WORK REQUIRED » Scan the records below for the line with "font-size:26px; font-style:normal; color:var(--muted)" and the line with "flex:none; width:44px; height:44px;". Repeat those two lines and every line between them exactly, and nothing else.

[Opening EXERCISE INPUTS section]

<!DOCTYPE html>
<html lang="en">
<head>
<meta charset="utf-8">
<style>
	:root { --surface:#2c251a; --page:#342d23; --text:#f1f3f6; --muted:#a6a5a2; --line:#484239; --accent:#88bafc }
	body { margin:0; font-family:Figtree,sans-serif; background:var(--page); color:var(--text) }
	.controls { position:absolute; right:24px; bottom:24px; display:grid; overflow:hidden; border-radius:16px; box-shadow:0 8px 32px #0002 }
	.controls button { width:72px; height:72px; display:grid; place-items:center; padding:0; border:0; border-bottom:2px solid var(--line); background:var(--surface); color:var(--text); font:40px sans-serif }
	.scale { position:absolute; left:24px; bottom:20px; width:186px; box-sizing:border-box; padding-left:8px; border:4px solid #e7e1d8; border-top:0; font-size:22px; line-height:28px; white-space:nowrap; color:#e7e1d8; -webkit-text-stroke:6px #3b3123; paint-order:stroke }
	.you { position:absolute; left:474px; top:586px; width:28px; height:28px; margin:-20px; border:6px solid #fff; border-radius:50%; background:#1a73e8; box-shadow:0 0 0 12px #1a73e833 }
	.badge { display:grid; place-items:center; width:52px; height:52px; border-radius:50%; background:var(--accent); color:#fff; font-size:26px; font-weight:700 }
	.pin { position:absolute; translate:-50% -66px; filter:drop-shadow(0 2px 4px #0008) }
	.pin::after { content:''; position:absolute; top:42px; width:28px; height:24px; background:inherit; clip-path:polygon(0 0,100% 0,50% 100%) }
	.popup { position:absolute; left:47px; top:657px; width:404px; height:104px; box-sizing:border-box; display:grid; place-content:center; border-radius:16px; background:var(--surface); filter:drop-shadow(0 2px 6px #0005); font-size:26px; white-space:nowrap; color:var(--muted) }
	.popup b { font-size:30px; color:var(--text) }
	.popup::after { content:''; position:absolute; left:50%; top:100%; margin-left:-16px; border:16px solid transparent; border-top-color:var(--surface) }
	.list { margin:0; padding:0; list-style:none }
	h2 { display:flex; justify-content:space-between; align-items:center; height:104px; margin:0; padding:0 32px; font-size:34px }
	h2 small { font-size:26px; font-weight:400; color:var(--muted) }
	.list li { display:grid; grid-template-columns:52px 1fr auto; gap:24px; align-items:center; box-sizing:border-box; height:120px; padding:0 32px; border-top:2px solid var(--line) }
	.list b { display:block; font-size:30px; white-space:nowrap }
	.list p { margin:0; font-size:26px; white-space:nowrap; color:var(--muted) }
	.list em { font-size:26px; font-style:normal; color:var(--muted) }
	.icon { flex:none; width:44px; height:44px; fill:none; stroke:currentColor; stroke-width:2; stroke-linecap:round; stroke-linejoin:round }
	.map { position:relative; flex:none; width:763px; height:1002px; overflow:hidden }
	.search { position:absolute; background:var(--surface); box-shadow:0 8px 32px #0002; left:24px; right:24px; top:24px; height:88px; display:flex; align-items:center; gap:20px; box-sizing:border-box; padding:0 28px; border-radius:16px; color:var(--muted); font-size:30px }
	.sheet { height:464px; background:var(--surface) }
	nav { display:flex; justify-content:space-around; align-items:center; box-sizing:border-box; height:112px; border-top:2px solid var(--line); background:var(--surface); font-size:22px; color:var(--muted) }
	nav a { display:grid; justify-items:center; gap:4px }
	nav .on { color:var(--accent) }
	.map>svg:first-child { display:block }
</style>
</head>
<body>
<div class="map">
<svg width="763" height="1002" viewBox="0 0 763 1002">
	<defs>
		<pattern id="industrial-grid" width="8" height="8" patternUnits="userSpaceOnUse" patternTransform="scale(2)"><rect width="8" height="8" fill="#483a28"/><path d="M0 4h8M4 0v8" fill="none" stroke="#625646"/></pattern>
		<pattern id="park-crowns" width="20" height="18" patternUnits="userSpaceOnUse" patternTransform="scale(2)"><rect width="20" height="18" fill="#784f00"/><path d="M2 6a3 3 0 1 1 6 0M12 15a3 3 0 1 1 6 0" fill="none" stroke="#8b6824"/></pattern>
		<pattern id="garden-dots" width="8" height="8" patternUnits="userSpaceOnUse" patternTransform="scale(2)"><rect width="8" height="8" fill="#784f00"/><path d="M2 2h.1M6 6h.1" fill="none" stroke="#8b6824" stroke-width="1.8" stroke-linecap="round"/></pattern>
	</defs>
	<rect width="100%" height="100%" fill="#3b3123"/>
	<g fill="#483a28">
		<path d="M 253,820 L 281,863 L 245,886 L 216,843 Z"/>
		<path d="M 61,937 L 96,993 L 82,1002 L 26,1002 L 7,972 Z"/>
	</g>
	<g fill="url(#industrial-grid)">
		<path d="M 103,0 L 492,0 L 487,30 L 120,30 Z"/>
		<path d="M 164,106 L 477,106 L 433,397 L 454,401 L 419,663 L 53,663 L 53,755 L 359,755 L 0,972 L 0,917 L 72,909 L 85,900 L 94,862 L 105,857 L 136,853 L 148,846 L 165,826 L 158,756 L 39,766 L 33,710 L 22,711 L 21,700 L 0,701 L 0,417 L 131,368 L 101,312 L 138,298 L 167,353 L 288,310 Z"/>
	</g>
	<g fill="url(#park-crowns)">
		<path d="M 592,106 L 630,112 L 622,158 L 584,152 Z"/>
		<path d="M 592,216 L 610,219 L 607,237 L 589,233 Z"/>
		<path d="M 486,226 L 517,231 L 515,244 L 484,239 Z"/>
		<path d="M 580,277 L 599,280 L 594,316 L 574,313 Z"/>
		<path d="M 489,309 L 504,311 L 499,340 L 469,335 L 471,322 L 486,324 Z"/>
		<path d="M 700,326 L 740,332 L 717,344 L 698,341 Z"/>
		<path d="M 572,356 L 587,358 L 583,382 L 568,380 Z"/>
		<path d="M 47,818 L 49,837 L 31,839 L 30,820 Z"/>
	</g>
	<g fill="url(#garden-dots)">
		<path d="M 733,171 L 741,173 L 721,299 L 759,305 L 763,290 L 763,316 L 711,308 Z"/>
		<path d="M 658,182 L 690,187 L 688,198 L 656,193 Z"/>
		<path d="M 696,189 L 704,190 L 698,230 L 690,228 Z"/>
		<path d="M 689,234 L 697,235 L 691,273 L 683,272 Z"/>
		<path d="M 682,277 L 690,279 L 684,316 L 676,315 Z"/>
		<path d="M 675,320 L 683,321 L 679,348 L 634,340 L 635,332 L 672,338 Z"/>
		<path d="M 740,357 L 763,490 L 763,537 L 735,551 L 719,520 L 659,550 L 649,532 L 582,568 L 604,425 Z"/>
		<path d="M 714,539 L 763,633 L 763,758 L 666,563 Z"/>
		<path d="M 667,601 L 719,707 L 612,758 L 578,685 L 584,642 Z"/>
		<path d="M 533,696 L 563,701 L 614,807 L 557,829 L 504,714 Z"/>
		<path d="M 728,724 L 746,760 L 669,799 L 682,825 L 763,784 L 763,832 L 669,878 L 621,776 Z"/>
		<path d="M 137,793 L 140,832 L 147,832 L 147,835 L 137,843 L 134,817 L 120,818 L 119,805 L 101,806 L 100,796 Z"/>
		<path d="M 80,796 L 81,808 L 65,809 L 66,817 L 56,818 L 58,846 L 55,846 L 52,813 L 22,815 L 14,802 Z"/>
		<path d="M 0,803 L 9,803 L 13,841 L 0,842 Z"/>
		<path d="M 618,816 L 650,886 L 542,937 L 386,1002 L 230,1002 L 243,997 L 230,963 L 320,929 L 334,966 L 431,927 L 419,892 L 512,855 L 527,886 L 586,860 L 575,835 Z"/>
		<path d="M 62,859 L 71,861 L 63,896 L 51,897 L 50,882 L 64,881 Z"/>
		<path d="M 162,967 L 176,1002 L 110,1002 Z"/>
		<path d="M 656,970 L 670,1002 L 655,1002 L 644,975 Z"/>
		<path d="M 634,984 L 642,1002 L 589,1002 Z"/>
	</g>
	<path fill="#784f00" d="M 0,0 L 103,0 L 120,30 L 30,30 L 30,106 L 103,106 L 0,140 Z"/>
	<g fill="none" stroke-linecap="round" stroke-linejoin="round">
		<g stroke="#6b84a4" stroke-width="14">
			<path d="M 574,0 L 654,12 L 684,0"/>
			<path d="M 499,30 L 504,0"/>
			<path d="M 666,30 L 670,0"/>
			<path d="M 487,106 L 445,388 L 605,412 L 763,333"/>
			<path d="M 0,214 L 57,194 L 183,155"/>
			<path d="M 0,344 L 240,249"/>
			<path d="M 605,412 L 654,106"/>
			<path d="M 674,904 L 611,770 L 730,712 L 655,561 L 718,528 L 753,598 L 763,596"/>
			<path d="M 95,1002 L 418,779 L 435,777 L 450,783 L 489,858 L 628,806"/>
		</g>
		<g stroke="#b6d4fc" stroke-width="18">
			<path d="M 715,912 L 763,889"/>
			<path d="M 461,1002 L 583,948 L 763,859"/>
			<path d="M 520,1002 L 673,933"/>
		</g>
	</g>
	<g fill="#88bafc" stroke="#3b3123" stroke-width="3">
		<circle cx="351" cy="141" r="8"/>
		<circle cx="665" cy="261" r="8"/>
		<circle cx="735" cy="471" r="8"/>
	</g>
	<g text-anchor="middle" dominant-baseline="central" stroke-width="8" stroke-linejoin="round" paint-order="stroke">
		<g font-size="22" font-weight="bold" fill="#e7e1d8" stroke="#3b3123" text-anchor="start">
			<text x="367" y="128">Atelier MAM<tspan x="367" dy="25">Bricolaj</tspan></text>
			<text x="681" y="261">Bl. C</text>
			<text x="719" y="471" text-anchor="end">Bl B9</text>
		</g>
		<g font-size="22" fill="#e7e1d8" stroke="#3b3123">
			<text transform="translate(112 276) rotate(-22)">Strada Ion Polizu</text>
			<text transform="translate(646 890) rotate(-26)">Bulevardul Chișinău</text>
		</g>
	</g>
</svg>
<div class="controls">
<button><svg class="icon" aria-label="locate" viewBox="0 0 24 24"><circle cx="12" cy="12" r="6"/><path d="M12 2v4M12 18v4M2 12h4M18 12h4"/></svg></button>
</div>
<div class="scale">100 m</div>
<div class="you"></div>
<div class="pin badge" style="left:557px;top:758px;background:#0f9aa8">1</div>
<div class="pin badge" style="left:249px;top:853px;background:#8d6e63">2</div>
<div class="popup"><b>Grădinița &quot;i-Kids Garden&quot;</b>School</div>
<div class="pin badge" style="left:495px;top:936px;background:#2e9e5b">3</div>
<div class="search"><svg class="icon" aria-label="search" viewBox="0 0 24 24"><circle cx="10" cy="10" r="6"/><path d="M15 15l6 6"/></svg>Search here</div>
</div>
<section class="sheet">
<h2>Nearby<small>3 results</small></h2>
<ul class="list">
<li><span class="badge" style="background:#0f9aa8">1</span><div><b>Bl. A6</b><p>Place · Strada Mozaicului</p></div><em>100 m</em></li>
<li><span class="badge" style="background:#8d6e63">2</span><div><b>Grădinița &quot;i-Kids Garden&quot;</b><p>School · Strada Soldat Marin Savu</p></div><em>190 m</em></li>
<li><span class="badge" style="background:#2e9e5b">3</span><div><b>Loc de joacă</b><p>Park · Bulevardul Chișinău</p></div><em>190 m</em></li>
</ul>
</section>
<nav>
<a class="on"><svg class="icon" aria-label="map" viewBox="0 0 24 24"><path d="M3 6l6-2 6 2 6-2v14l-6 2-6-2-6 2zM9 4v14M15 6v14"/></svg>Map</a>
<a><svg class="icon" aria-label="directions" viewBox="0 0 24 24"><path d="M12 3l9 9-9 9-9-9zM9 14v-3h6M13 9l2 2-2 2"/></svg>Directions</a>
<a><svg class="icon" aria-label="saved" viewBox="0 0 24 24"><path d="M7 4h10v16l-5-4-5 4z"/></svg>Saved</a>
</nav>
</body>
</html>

[Closing EXERCISE INPUTS section]

ANSWER »
	.list em { font-size:26px; font-style:normal; color:var(--muted) }
	.icon { flex:none; width:44px; height:44px; fill:none; stroke:currentColor; stroke-width:2; stroke-linecap:round; stroke-linejoin:round }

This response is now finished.